The company, which is the finance arm of global asset manager Bain Capital, sold 7.5 million shares and began trading on the New York Stock Exchange on Nov. 15. It is a business development company (BDC) focused on lending to middle-market companies and is managed by an affiliate of Bain Capital Credit.

Proskauer corporate partners Monica Shilling and Nicole Runyan, and senior counsel Lily Desmond and tax partner Martin Hamilton, led the team from Proskauer. The Ropes & Gray team representing the underwriters was led by securities and public companies partner Paul Tropp and counsel Rachel Phillips.

Monica Shilling

“It was a great deal, with a sophisticated client and a group of banks that knew what they were doing,” Shilling said, adding that BDCs have enjoyed increasing popularity and prominence as nonbank lenders over the last 10 to 15 years.

In the interest of carrying out the transaction expeditiously, Shilling said, she and her colleagues filed an amendment to the registration statement with updated numbers the day after filing the 10Q form for the third quarter. Runyan said the team's overall approach was designed to present underwriters with the most appealing opportunity possible.

“We were thinking about, firstly, getting through the SEC registration process, and secondly, looking at the calendar in order to deal with pretty significant volatility in the market,” Runyan said. Besides the stock market's ups and downs, the team had to take into account the midterm election, which was a major market event, as they planned the third-quarter transaction.

“We looked to be as nimble as we could on the SEC front, in terms of getting an updated registration statement filed as soon as financials were available so that we could position the BDC the best possible way when underwriters saw an opening in the market,” Runyan said.

Runyan noted that it was important to maintain an open dialogue with the SEC staff who are reviewing the registration statement, as they must sign off on it before the IPO issuer can go on the road and go public.

“You can't control the market, but you can control your readiness to go the market when underwriters think there's an opening. We worked very hard with the SEC to be as proactive as possible,” Runyan said.

Nicole Runyan

Proskauer said in a statement that it has expanded in the BDC space, and in the past five years has represented approximately half of the 59 publicly traded BDCs. It also said it was involved in the last four BDC IPOs. Shilling said she has been active in the BDC space since 2004, and noted that the practice gained a team of lawyers, including Nicole Runyan from Stroock & Stroock & Lavan, in March 2017. More recently, Proskauer snagged M&A and capital markets lawyer Will Tuttle, who works on many BDC-related deals, from Dechert in August 2018.
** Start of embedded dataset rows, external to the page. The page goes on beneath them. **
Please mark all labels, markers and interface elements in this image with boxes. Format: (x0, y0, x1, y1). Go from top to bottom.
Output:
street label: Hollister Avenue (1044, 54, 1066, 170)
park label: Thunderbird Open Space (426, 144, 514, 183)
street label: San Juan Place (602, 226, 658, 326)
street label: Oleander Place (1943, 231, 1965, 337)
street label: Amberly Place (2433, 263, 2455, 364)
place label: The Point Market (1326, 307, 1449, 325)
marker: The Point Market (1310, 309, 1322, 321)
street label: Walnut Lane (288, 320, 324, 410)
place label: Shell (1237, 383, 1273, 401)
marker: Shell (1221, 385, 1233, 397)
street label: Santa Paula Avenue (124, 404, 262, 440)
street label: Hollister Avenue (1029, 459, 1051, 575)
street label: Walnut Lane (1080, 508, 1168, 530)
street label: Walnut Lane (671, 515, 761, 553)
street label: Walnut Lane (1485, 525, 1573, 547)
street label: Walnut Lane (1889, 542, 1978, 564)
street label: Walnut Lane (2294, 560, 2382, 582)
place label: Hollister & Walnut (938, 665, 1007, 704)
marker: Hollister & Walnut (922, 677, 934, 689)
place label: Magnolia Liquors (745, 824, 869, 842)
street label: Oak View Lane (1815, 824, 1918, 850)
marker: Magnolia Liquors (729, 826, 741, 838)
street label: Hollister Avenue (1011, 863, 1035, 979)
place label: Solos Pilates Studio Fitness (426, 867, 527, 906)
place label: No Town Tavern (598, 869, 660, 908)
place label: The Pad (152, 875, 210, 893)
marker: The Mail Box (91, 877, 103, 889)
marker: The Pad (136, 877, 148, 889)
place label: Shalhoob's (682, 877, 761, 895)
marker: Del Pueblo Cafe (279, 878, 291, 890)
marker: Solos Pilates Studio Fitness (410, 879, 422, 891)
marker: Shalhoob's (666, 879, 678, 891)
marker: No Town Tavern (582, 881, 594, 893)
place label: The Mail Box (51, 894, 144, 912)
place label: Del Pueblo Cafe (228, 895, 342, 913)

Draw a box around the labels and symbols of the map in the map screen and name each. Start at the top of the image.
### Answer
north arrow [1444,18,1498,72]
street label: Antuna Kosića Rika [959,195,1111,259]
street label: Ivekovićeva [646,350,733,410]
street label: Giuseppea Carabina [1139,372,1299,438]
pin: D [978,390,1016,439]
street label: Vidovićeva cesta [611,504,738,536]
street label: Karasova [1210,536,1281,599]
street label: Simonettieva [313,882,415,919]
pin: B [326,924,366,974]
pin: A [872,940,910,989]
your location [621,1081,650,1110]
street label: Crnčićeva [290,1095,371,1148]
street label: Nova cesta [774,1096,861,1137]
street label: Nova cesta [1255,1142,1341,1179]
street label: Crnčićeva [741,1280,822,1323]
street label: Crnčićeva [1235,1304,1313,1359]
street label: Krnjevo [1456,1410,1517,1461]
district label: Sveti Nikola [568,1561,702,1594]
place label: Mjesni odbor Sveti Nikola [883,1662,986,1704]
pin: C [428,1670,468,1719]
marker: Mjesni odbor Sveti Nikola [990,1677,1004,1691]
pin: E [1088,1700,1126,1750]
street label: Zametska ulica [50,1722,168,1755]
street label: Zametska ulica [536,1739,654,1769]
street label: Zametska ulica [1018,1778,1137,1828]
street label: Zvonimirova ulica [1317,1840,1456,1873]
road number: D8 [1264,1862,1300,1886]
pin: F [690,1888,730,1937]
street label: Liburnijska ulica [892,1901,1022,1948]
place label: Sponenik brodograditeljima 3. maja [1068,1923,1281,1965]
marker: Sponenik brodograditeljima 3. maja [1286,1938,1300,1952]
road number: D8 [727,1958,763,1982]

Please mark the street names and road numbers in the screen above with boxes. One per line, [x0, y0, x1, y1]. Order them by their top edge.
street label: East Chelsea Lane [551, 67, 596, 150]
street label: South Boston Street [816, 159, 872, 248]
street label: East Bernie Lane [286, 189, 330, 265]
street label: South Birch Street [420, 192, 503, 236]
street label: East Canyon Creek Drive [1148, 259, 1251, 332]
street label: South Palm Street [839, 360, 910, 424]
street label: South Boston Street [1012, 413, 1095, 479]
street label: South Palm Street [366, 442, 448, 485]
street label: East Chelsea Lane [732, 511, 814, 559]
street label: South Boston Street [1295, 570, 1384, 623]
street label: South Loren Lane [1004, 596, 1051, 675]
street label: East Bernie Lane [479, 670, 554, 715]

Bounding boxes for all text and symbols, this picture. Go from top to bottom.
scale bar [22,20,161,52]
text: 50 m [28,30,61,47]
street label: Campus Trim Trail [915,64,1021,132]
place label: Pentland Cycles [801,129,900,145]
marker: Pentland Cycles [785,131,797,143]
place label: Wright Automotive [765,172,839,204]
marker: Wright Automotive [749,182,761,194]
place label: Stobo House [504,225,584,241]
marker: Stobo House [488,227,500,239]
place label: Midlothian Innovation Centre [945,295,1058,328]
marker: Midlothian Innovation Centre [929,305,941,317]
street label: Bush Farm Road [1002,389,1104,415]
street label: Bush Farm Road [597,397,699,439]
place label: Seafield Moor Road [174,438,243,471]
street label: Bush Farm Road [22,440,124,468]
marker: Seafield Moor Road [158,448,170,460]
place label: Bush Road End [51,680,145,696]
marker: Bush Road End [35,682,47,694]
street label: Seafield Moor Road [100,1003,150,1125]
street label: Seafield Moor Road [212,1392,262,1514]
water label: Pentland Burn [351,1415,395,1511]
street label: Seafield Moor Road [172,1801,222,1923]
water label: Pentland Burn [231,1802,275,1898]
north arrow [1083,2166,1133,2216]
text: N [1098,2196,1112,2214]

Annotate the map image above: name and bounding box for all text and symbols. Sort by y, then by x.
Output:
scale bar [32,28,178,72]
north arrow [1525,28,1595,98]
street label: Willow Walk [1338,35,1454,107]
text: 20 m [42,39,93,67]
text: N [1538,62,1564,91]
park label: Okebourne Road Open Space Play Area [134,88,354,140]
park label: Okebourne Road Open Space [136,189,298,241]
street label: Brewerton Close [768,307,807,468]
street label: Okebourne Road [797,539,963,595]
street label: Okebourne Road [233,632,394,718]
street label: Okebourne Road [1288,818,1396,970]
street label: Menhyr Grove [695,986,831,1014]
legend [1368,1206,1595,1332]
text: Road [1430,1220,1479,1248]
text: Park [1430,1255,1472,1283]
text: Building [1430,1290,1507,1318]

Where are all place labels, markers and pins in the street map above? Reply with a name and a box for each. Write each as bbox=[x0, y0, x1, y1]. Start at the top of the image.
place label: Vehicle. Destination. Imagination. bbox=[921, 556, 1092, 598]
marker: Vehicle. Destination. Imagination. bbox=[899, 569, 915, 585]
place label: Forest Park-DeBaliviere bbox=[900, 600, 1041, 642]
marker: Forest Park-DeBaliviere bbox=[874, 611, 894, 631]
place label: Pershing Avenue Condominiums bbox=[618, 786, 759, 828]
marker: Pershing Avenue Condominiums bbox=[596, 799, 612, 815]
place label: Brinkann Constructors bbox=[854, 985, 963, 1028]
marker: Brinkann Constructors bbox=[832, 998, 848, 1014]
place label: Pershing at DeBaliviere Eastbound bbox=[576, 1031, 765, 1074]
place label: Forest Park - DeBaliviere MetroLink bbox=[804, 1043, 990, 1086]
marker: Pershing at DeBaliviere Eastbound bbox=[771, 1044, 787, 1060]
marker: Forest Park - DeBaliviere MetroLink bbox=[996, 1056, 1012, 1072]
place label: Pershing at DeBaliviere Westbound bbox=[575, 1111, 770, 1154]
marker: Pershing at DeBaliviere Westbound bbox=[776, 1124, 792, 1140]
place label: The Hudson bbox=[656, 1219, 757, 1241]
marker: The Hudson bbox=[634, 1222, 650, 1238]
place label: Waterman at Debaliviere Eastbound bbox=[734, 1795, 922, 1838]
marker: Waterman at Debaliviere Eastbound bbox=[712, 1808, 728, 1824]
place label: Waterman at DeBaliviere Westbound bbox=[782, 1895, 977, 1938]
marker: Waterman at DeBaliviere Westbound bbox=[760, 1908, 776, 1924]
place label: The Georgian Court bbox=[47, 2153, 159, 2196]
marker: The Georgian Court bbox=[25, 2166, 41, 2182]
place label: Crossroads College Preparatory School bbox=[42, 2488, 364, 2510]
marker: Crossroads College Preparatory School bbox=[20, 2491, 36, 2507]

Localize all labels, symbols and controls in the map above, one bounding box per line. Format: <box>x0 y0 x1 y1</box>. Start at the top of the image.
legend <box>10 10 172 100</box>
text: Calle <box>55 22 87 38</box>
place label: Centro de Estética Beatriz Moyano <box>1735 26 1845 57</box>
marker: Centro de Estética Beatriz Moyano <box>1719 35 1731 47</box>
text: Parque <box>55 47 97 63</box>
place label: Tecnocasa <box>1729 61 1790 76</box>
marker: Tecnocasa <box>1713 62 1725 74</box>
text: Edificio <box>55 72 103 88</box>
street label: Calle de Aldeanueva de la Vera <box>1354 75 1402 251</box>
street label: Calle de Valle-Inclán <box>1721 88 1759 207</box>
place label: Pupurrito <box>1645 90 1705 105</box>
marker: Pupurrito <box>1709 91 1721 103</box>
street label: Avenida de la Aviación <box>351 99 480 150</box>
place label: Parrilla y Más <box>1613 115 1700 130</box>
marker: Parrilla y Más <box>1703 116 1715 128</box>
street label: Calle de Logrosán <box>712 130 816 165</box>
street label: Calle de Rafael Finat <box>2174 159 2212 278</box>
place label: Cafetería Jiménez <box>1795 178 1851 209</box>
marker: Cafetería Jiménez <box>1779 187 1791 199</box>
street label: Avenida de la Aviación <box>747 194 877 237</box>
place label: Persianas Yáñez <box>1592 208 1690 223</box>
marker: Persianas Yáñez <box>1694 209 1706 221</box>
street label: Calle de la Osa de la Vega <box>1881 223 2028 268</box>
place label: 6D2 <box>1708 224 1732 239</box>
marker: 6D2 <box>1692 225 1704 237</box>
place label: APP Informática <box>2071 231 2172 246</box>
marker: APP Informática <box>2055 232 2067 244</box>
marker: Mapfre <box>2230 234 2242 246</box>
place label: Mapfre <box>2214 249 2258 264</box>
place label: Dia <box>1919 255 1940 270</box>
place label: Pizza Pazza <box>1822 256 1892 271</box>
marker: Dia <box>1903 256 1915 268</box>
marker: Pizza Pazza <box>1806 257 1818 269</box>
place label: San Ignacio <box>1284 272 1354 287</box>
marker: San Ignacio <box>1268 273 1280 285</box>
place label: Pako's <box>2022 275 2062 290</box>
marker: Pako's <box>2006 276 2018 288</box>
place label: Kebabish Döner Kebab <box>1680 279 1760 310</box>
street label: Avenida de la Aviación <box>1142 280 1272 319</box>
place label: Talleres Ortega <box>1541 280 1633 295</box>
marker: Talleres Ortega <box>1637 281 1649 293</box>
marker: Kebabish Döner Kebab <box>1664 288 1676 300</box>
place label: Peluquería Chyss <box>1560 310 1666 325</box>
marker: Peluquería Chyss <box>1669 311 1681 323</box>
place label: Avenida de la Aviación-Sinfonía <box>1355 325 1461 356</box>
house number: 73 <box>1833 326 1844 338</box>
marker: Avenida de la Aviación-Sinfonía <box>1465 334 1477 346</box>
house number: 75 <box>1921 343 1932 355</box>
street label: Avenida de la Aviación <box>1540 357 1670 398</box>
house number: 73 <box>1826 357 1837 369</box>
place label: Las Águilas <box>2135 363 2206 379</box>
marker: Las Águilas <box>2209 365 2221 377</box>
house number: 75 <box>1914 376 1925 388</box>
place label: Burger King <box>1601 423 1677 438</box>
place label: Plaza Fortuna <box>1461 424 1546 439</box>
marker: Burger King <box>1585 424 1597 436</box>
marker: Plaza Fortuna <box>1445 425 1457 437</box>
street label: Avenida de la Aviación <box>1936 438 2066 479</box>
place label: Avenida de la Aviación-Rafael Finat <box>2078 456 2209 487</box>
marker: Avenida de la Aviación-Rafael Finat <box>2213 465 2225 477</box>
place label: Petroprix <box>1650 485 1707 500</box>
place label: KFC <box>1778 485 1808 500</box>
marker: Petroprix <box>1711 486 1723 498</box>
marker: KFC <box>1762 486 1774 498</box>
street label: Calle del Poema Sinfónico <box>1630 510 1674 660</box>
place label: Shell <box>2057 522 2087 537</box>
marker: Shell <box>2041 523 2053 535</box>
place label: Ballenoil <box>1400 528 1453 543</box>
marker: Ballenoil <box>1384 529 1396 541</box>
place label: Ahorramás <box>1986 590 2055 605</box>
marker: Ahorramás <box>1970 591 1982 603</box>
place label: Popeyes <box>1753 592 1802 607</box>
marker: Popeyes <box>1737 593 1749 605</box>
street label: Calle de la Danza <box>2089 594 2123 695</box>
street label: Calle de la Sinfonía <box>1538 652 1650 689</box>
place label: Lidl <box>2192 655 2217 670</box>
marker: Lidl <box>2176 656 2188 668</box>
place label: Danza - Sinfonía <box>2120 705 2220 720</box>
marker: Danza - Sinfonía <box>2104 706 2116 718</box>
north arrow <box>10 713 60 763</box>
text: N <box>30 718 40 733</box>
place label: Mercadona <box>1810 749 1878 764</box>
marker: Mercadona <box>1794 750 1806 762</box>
The reality is that BDC IPOs at present are not as common as some might wish, with only three in the last three years. The Bain Capital Specialty Finance IPO was the only one this year, the Carlyle Group was the only market player to do one in 2017, and Goldman Sachs was the only firm to do one in 2015, Shilling noted. But the market may be on the verge of dramatic uptick in BDC deals and, in particular, BDC IPOs, she said.

“There are private BDCs, in the sense that they are not listed, they still have to publicly file reports with the SEC. Many of these are entities that have taken in capital and made investments and are positioning themselves for IPOs,” Shilling said.

In addition, there may be an increase in BDC deals because of a change in regulations, Shilling said. In March 2018, the Small Business Credit Availability Act became law, streamlining the reporting requirements for BDCs, granting more flexibility with respect to BDCs' ability to take on debt, and making capital raising quicker and easier.

“This new legislation relaxed requirements, so that BDCs will be able to leverage more than in the past, which I think will drive more interest in the space,” Shilling said. “I'm not sure we've seen the impact of it yet, but we will. It's a great thing for the industry, and something the industry has worked very hard to get.”